### AIM OF THE TASK
Go through the lines below one by one and count those holding the string "radius". Give the count alone.

### MATERIAL PROVIDED
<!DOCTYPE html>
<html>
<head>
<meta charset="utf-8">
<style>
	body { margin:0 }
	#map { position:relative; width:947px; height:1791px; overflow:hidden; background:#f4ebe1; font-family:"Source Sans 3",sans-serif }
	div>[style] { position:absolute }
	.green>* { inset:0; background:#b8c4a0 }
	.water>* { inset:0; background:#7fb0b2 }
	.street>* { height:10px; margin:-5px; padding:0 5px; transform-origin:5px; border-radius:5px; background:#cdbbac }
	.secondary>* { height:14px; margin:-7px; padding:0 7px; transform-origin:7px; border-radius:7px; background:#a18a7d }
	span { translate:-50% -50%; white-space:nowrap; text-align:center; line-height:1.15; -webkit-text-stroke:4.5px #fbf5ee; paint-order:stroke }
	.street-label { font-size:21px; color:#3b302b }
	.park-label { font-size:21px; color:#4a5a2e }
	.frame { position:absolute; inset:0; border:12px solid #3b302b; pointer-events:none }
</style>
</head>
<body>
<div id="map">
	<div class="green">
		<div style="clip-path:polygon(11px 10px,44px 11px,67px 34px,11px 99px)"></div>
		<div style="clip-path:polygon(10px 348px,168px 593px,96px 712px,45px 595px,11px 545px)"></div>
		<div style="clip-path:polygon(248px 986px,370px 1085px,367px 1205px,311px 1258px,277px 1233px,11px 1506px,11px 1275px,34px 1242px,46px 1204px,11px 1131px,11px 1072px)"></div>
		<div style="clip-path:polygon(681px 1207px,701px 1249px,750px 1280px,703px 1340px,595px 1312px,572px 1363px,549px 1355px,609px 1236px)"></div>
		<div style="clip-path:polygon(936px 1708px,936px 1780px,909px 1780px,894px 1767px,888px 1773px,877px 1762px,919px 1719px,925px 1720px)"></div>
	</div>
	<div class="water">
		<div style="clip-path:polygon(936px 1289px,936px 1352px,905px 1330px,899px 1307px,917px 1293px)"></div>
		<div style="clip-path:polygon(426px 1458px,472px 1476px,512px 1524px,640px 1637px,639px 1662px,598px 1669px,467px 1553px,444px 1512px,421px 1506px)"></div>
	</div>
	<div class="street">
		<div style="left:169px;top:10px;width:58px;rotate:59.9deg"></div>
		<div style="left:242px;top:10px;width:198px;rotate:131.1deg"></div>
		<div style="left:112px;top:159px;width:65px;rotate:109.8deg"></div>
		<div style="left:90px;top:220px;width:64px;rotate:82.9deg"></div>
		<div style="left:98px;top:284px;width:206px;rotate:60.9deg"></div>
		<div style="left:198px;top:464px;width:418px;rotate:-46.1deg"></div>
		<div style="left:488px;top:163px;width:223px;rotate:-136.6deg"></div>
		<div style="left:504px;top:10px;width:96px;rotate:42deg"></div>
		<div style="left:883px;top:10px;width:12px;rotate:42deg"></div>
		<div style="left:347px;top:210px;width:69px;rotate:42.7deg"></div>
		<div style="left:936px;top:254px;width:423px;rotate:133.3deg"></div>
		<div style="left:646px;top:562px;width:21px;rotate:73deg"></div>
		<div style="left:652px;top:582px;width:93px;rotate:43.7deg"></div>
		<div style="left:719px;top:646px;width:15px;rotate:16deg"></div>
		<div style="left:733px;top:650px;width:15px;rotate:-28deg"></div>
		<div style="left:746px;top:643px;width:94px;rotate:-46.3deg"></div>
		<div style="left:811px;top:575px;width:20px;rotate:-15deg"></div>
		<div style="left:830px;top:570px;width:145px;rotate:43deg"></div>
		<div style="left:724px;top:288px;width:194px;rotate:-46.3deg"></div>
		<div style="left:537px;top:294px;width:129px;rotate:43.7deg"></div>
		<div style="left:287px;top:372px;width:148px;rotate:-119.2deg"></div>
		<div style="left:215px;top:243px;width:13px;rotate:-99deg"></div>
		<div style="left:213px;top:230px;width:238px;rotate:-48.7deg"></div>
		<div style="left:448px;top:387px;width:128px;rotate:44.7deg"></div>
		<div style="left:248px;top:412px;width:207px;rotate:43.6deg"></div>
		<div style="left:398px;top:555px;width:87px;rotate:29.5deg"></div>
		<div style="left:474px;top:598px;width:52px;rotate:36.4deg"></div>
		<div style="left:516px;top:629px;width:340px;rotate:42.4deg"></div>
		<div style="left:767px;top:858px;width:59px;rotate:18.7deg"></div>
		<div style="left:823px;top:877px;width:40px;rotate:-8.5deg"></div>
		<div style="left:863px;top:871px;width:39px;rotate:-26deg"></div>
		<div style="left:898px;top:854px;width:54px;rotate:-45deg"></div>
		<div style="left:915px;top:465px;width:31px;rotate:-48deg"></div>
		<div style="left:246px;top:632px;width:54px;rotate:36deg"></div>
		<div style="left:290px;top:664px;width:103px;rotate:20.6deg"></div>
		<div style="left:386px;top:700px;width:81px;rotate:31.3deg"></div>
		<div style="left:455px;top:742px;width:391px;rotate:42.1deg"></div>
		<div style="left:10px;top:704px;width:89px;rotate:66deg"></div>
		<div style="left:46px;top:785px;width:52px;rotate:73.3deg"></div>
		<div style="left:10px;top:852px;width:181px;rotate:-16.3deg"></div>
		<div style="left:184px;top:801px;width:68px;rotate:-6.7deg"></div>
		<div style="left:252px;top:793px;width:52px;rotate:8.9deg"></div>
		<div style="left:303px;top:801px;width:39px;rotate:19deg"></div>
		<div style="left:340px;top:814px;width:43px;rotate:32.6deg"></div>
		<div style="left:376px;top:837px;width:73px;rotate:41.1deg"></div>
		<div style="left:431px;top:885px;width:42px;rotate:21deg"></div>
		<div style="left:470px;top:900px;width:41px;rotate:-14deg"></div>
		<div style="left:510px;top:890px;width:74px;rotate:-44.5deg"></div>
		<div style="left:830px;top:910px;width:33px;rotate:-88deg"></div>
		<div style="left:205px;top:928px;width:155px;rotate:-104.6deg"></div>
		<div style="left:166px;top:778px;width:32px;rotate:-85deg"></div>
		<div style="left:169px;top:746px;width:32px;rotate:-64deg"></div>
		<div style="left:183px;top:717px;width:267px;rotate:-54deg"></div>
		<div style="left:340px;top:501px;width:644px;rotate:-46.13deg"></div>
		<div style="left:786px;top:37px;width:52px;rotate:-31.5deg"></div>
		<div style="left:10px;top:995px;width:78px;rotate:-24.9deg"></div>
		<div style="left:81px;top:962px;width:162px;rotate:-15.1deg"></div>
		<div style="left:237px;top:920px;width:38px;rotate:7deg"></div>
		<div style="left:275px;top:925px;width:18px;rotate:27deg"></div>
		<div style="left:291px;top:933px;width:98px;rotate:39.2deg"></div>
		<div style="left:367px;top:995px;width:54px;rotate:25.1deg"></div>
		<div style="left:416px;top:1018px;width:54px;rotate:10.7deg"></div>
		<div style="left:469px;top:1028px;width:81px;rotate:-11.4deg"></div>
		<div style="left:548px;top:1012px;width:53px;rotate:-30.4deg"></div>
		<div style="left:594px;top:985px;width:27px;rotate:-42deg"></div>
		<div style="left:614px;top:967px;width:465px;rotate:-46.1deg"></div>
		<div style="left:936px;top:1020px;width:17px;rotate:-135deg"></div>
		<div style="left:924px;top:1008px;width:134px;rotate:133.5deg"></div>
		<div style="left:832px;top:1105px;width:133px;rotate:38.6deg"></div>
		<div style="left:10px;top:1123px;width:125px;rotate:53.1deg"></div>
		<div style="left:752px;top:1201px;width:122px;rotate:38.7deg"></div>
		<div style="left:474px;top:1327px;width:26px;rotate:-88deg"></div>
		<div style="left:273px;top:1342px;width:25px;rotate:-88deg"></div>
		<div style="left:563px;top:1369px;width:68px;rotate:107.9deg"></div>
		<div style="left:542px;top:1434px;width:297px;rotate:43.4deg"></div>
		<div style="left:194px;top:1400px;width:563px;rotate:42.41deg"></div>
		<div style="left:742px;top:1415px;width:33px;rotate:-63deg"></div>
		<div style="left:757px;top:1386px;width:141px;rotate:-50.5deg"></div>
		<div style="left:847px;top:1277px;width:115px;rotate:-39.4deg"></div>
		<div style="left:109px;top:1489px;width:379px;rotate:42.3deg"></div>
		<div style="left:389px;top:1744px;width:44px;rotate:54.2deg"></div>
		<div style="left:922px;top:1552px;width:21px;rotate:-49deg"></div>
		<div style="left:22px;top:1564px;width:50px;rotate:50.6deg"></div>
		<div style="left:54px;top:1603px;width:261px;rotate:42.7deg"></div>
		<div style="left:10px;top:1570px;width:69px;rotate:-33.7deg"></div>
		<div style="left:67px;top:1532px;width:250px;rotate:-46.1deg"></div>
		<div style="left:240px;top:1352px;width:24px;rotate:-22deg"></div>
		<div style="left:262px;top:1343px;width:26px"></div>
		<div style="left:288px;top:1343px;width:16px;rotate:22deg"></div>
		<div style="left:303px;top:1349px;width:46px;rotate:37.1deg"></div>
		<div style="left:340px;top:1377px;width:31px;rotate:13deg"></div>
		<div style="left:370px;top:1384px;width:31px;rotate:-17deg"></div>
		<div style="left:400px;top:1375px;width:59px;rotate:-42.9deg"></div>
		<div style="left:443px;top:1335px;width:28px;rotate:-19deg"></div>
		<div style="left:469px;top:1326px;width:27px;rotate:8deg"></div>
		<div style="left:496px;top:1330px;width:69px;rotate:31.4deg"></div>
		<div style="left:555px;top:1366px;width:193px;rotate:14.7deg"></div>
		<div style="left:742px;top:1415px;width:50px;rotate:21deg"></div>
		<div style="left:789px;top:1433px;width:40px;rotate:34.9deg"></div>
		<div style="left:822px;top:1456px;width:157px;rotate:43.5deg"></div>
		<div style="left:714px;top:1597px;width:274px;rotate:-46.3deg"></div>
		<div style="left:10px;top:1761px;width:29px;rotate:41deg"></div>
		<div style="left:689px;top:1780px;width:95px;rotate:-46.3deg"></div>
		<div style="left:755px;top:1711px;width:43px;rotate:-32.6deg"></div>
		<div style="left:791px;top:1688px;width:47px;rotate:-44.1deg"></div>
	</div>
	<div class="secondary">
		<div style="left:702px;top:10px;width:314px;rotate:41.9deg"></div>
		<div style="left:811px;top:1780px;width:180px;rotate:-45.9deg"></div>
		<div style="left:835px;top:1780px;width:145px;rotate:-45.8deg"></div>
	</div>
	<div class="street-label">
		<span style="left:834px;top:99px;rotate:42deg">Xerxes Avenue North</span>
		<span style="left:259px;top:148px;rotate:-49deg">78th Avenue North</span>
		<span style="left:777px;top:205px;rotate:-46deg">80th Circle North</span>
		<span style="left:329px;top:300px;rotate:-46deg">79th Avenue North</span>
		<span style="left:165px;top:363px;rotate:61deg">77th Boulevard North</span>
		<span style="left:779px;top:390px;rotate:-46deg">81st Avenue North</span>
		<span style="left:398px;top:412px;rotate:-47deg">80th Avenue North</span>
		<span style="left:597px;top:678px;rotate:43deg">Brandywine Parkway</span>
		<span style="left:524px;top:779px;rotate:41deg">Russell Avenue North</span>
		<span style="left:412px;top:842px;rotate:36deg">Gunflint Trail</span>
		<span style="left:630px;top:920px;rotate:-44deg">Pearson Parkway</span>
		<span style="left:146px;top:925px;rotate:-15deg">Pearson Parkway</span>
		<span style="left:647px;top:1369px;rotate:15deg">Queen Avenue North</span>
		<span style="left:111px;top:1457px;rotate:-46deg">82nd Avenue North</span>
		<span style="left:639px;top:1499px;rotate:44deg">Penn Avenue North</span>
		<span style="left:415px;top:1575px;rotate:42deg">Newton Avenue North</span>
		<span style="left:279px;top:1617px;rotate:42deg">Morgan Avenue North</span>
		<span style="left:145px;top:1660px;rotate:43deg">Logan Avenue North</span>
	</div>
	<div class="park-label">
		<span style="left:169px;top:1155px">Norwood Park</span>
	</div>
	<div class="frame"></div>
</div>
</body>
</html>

### YOUR SOLUTION
2